# Any LLM Waders here?



## revsigns (Apr 10, 2013)

Just wondering if any of you browsing this forum are LLM waders? I wade port Mansfield and the bay out of the Arroyo. :walkingsm


----------



## Fish&Chips (Jan 27, 2012)

I go down to San Benito sometimes. Never gone wading, but I have fished the Arroyo and Port Isabelle. I might hit you up whenever I go to the valley again.


----------



## revsigns (Apr 10, 2013)

F&C....Definitely! I'm always down to fish with new friends.


----------



## reel_therapy (Apr 16, 2013)

Im down to wade mostly any weekend, any where in the llm. Just pm me.


----------



## David. (Dec 14, 2012)

Never waded but i would love to try it. I'm a weekend warrior so if you guys decide to go shoot me a pm.


----------



## Codyk (Jan 19, 2011)

I wade on occasion. Wanting to start wading a bit more. I live in Port Mansfield. This will be my first full summer with my Shallow Sport so I should get quite a few days out on the water this summer.


----------



## rdkerrville (Jan 7, 2011)

I have been wading the Port Mansfield area for about 8 years. I fish around the Arroyo some but i usually dont go more south that Greens. We fish north of Port most of the time


----------



## revsigns (Apr 10, 2013)

Most of my outings are on Mondays because my weekends are busy. If I do see a Saturday open in the near future, maybe we can try and setup a get together?


----------



## reel_therapy (Apr 16, 2013)

After May 31st I'll be free anytime through out the summer. Ah the joys of teaching. Just need a boat to get me to my places but shallow sports are a little pricey w a new born child.


----------



## David. (Dec 14, 2012)

reel_therapy said:


> After May 31st I'll be free anytime through out the summer. Ah the joys of teaching.
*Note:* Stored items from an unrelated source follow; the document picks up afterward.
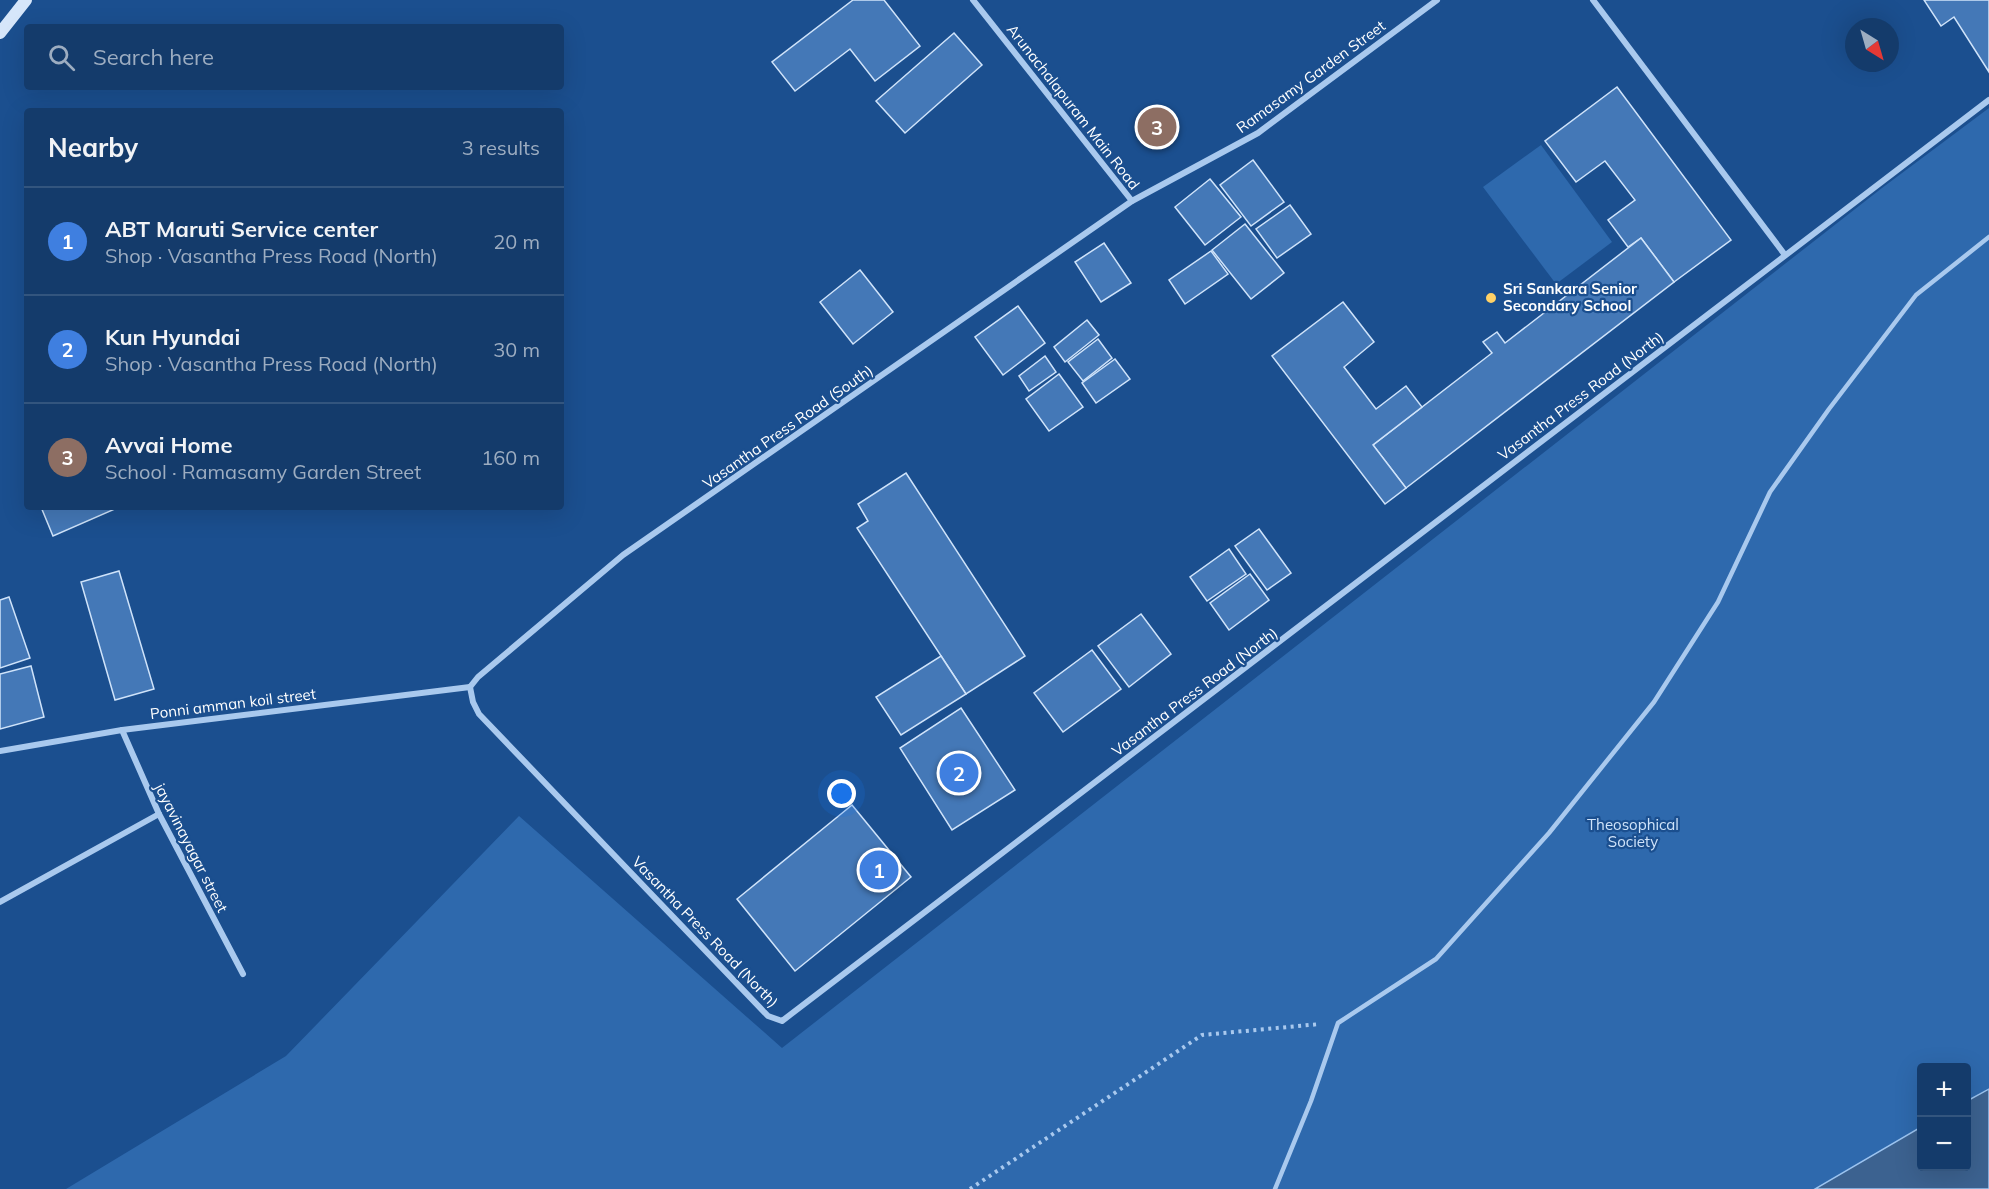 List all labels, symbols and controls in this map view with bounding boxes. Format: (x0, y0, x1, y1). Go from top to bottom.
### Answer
street label: Ramasamy Garden Street (1232, 16, 1389, 137)
north arrow (1845, 18, 1899, 72)
street label: Arunachalapuram Main Road (1003, 20, 1144, 193)
search box (24, 24, 564, 90)
icon: search (45, 41, 78, 74)
text: Search here (93, 43, 214, 71)
pin: 3 (1138, 104, 1176, 150)
text: Nearby (48, 131, 138, 164)
text: 3 results (462, 135, 540, 160)
text: ABT Maruti Service center (105, 215, 378, 243)
text: 1 (62, 229, 74, 254)
text: 20 m (493, 229, 540, 254)
text: Shop · Vasantha Press Road (North) (105, 243, 438, 268)
place label: Sri Sankara Senior Secondary School (1503, 279, 1637, 315)
marker: Sri Sankara Senior Secondary School (1484, 291, 1498, 305)
text: Kun Hyundai (105, 323, 240, 351)
street label: Vasantha Press Road (North) (1494, 327, 1667, 464)
text: 2 (62, 337, 74, 362)
text: 30 m (493, 337, 540, 362)
text: Shop · Vasantha Press Road (North) (105, 351, 438, 376)
street label: Vasantha Press Road (South) (699, 360, 877, 493)
text: Avvai Home (105, 431, 232, 459)
text: 3 (62, 445, 74, 470)
text: 160 m (481, 445, 540, 470)
text: School · Ramasamy Garden Street (105, 459, 421, 484)
street label: Vasantha Press Road (North) (1108, 623, 1281, 760)
street label: Ponni amman koil street (149, 684, 317, 723)
pin: 2 (940, 750, 978, 796)
street label: jayavinayagar street (150, 779, 232, 915)
your location (827, 779, 856, 808)
park label: Theosophical Society (1587, 815, 1679, 851)
pin: 1 (860, 848, 898, 892)
street label: Vasantha Press Road (North) (628, 852, 783, 1011)
map controls (1917, 1063, 1971, 1171)
button: + (1917, 1063, 1971, 1117)
button: − (1917, 1117, 1971, 1171)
Just need a boat to get me to my places but shallow sports are a little pricey w a new born child.


I got a cougar that can get where we need to go and wade.


----------



## sdereki (Feb 23, 2011)

hell yes! nothing more beautiful than he LLM. revsigns, are you the same revsigns on TKF? im in houston right now due to school, but I am from mission and fish pm mostly but we do fish the entire llm.


----------



## revsigns (Apr 10, 2013)

I'm seeing a possible all out wade day in the future! I have an old 16ft aluminum flat bottom center console that gets me around the bay well. I have room for a couple. Maybe those who have boats can join forces some time and we can get a good group together. I'm always willing to teach, what little I know! 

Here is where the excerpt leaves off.